* **WORK ITEM**
Using the records that follow, copy every line containing the word "panel".
===
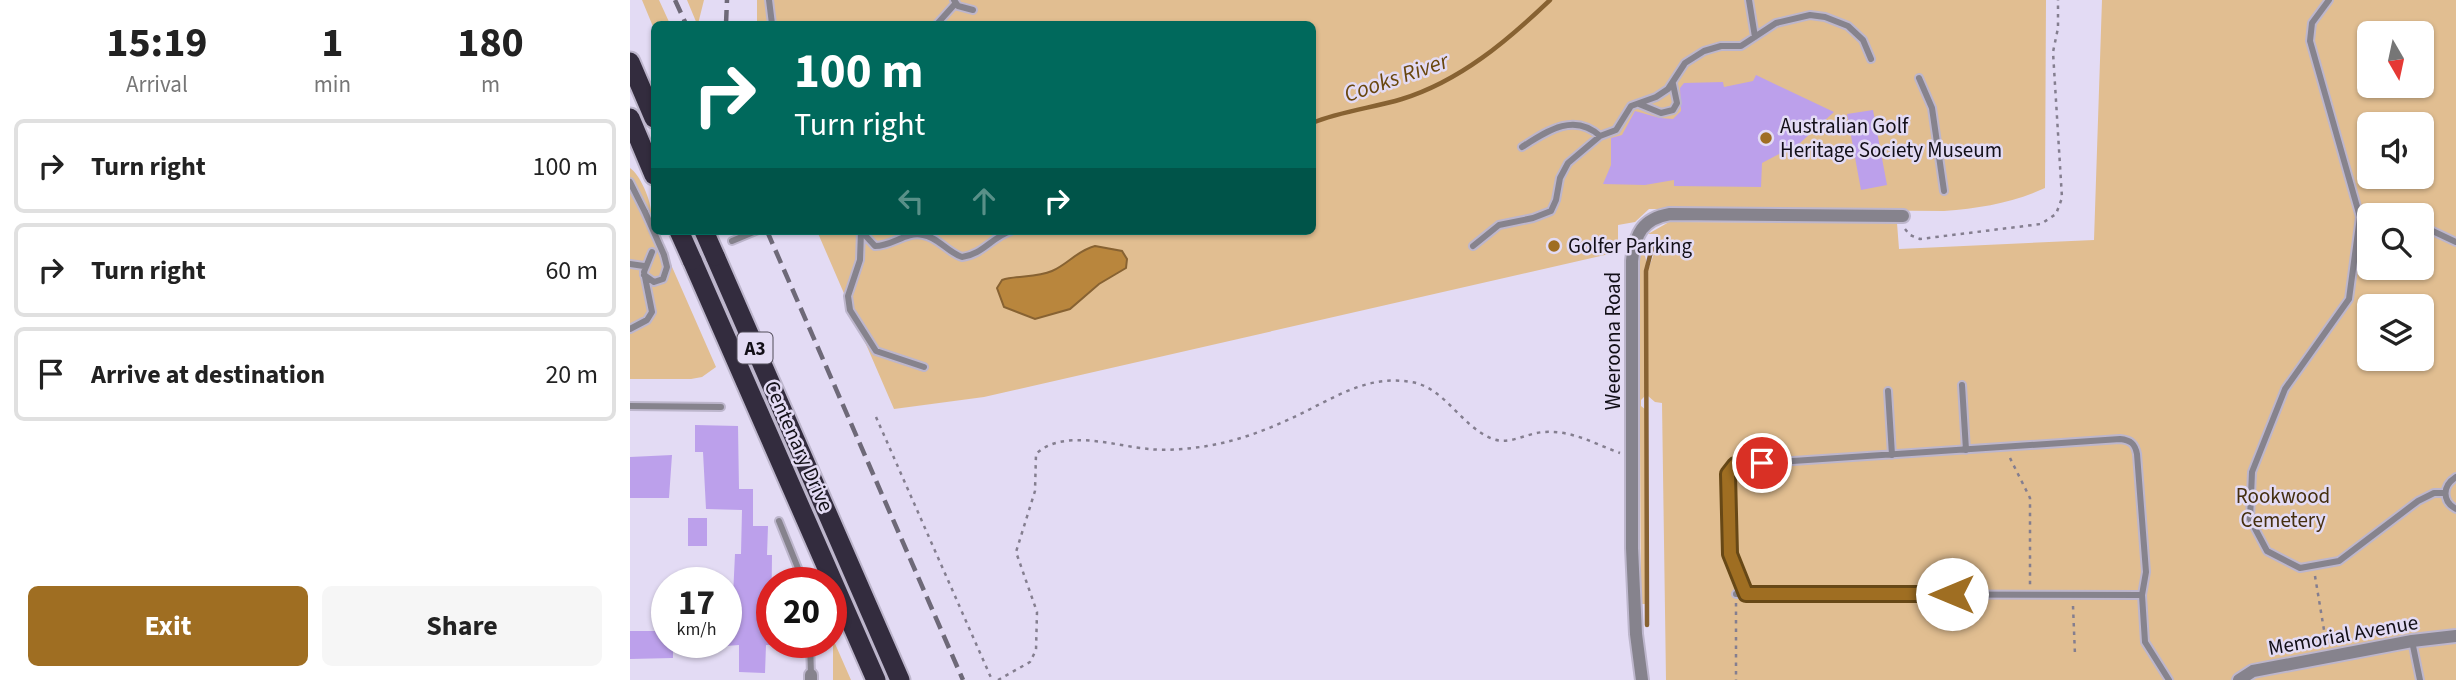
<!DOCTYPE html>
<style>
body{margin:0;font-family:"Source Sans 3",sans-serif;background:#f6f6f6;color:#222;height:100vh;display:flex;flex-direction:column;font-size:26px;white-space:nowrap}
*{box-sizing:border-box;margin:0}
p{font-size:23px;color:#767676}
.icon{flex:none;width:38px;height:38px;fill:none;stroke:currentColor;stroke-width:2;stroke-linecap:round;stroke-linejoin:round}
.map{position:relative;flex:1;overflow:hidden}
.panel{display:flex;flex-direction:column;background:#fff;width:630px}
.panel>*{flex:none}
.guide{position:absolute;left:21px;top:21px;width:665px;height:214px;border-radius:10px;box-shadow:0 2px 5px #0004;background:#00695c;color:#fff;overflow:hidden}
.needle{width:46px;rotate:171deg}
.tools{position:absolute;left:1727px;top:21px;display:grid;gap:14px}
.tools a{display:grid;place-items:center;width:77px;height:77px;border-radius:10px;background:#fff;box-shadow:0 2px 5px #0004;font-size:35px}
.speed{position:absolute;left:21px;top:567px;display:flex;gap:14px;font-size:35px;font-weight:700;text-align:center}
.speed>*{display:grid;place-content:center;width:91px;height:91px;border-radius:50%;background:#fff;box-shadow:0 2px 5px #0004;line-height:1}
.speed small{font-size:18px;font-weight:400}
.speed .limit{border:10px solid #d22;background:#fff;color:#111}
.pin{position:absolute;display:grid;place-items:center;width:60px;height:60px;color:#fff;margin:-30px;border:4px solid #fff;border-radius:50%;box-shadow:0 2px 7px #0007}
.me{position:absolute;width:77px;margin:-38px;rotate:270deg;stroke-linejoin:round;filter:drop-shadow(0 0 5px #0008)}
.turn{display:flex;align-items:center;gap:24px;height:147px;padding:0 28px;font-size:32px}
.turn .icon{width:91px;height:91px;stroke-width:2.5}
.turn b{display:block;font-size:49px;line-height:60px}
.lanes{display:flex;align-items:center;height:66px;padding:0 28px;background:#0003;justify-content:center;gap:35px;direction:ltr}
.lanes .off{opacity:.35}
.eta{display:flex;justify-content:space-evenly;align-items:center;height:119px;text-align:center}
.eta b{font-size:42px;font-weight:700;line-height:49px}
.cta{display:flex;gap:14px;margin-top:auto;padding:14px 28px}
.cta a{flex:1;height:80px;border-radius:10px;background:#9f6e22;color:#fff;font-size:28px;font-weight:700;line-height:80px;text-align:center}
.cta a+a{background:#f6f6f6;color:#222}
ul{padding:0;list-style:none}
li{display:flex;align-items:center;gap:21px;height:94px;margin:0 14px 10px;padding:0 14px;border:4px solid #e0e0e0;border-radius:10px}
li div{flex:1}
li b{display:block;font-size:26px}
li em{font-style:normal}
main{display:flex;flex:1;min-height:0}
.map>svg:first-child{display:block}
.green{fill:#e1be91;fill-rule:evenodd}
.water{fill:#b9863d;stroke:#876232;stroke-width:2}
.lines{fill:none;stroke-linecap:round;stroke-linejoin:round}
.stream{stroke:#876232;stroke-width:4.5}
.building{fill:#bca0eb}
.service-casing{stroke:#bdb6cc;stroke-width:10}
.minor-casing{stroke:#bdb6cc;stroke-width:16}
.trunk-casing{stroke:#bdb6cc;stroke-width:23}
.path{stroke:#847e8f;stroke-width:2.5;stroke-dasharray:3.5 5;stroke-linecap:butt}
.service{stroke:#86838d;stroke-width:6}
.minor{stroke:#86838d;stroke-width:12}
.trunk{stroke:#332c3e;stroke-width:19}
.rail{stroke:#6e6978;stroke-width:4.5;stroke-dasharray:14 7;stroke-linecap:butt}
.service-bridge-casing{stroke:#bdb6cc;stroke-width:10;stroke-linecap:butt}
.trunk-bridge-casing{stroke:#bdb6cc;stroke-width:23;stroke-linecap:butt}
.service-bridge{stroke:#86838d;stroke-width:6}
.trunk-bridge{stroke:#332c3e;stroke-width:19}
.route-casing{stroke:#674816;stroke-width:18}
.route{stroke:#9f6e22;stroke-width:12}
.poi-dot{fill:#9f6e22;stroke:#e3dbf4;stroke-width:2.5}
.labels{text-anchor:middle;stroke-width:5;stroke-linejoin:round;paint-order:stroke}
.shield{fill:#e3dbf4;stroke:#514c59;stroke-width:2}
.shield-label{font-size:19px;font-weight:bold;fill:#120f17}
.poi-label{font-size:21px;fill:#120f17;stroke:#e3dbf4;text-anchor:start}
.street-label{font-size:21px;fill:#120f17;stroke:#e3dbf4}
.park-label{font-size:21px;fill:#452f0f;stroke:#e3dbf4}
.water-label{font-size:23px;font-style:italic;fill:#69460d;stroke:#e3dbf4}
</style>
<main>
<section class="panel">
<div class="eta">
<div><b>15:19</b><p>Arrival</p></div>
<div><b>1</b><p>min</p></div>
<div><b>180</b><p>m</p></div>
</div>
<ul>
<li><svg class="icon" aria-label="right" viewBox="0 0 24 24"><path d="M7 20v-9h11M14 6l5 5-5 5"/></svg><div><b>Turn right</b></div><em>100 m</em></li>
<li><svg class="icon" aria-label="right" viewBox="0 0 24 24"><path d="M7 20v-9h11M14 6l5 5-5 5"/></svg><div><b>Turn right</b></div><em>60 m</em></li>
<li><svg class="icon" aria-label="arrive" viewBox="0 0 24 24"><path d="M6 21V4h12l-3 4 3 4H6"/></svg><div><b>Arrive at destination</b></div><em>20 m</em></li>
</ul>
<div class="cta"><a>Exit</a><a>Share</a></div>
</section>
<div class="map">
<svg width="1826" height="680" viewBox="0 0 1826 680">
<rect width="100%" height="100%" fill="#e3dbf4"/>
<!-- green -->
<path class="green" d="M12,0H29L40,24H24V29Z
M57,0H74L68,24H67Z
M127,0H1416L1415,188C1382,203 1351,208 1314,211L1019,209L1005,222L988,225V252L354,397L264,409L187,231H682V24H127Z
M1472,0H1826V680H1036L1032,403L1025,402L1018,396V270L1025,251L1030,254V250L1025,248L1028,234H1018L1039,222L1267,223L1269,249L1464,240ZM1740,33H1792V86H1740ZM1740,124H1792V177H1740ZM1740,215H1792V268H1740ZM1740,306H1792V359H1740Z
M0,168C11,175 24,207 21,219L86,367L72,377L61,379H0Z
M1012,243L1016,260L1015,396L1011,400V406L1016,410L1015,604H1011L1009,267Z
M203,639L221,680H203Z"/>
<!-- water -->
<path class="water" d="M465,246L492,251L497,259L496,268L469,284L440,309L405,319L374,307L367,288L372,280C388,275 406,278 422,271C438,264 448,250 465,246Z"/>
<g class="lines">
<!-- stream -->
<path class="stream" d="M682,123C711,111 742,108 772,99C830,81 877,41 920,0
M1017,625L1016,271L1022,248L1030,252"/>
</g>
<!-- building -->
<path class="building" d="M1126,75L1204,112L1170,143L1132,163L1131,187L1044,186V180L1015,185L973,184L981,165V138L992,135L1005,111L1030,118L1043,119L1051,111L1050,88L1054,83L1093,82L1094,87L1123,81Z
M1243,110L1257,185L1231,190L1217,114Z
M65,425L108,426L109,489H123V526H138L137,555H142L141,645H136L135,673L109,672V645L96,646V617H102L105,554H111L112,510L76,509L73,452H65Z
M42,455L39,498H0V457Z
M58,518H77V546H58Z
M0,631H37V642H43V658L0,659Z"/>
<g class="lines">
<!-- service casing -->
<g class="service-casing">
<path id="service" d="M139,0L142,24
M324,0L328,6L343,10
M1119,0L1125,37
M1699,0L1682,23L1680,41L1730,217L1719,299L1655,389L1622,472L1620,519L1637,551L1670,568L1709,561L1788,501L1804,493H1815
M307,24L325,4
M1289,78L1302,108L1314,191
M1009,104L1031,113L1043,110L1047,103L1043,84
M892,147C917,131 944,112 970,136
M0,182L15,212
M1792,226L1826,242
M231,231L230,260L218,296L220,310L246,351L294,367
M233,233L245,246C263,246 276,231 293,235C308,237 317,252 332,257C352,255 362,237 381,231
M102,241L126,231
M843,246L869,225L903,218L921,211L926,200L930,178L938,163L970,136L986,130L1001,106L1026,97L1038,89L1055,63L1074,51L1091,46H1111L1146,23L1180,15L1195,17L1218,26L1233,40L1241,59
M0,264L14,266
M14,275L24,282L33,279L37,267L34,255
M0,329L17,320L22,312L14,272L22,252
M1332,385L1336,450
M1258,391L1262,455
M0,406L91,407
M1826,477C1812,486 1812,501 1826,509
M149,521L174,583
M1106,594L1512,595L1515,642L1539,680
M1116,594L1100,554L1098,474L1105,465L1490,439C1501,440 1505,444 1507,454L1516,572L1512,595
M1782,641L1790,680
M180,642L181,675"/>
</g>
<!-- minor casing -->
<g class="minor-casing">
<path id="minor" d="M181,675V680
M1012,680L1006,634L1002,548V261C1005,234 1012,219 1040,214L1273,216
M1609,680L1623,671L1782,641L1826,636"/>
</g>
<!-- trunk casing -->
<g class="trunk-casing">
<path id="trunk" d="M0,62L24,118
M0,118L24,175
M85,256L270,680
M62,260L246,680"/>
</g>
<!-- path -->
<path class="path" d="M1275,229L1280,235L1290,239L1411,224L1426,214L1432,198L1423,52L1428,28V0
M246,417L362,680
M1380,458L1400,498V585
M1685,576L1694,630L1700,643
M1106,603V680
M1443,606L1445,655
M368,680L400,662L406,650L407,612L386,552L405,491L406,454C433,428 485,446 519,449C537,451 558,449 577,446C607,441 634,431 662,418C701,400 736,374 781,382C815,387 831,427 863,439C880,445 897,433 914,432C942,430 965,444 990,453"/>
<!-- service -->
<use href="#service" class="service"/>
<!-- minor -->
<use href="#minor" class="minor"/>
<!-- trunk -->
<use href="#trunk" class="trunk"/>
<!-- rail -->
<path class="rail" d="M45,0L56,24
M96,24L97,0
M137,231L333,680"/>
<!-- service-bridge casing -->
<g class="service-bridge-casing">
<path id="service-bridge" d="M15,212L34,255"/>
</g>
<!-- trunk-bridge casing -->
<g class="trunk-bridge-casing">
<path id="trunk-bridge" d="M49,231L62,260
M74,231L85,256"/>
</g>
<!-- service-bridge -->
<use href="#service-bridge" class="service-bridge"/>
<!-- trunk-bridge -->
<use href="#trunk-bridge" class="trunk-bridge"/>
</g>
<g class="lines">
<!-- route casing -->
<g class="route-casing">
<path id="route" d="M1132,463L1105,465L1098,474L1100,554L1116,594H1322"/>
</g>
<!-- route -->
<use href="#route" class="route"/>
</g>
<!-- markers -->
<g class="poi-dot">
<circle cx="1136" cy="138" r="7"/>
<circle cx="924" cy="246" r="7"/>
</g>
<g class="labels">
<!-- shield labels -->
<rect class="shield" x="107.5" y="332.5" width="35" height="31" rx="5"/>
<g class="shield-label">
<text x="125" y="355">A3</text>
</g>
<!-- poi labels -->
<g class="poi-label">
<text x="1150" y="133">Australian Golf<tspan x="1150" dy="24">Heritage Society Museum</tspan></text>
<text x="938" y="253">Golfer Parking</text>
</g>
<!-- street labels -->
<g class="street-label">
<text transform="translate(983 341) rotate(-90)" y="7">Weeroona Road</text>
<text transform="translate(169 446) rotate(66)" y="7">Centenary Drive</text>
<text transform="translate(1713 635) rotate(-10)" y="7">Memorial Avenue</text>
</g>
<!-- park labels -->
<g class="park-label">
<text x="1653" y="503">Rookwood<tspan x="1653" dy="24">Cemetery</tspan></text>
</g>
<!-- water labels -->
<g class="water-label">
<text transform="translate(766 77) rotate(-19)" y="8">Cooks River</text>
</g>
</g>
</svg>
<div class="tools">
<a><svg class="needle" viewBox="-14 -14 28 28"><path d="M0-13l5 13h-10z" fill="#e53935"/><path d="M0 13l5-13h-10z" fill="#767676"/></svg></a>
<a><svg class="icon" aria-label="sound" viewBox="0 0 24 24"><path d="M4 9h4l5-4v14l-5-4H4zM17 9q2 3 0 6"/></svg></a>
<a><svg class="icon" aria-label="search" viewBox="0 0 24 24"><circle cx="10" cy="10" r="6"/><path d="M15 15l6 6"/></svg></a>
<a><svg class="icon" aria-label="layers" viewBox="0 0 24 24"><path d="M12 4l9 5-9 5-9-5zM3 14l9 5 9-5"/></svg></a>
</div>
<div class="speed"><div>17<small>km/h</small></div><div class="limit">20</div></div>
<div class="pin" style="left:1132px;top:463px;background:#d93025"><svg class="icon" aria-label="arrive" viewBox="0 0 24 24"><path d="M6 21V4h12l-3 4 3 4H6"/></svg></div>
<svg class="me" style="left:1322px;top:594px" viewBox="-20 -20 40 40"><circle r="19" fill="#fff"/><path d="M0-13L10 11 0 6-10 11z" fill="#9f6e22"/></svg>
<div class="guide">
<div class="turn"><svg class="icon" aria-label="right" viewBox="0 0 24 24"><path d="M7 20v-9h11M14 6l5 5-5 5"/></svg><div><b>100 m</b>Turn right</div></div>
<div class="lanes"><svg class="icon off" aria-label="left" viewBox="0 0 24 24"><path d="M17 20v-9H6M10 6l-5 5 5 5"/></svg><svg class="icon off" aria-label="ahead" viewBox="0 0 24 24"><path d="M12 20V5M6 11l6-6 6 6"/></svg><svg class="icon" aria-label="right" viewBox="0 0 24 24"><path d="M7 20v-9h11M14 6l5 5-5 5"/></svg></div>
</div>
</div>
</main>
===
* **OUTPUT FOR THIS TASK**
.panel{display:flex;flex-direction:column;background:#fff;width:630px}
.panel>*{flex:none}
<section class="panel">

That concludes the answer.